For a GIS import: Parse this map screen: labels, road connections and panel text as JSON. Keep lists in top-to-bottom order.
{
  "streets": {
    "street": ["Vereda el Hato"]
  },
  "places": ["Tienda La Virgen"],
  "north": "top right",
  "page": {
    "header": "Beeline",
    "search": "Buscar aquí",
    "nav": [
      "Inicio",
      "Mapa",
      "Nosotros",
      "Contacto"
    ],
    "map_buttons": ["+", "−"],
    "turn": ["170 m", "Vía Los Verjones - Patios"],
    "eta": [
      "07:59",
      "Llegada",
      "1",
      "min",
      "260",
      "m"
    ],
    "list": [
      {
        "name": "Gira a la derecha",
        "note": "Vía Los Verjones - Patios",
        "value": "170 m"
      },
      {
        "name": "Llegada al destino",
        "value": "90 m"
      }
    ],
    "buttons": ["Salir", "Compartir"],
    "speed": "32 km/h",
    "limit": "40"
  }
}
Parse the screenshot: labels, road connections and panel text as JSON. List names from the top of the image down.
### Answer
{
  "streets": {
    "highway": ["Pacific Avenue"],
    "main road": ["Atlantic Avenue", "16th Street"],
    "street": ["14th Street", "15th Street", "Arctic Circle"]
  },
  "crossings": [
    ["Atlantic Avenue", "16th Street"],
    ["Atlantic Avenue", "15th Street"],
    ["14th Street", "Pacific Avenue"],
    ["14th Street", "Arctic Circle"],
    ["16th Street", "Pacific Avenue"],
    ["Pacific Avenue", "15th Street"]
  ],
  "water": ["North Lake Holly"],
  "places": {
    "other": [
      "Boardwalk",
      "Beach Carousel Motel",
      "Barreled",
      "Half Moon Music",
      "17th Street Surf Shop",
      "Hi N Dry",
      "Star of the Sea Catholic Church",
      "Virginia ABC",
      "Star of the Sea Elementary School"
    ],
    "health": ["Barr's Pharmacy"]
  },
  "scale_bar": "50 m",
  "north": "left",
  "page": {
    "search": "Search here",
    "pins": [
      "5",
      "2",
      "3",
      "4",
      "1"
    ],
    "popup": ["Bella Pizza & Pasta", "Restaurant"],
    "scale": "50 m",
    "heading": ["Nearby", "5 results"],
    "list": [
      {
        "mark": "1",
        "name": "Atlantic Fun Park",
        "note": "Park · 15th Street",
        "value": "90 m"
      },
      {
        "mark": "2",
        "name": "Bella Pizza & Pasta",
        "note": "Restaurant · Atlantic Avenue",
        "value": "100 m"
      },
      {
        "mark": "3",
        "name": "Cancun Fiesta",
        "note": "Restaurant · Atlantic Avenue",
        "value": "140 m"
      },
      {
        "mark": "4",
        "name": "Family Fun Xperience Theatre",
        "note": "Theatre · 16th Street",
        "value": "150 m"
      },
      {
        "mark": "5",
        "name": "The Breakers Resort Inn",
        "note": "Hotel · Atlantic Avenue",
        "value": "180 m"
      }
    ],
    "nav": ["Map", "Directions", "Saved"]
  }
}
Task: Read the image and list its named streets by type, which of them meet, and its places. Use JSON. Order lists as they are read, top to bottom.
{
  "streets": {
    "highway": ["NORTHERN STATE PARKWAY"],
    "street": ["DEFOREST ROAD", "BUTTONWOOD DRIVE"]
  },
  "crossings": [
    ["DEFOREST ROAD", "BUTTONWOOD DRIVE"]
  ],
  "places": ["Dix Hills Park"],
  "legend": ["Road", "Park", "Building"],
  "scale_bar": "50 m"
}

◆ **Aim of the task**: The answer must be all the lines above that hold the word "connections".

◆ **Response below**:
For a GIS import: Parse this map screen: labels, road connections and panel text as JSON. Keep lists in top-to-bottom order.
Parse the screenshot: labels, road connections and panel text as JSON. List names from the top of the image down.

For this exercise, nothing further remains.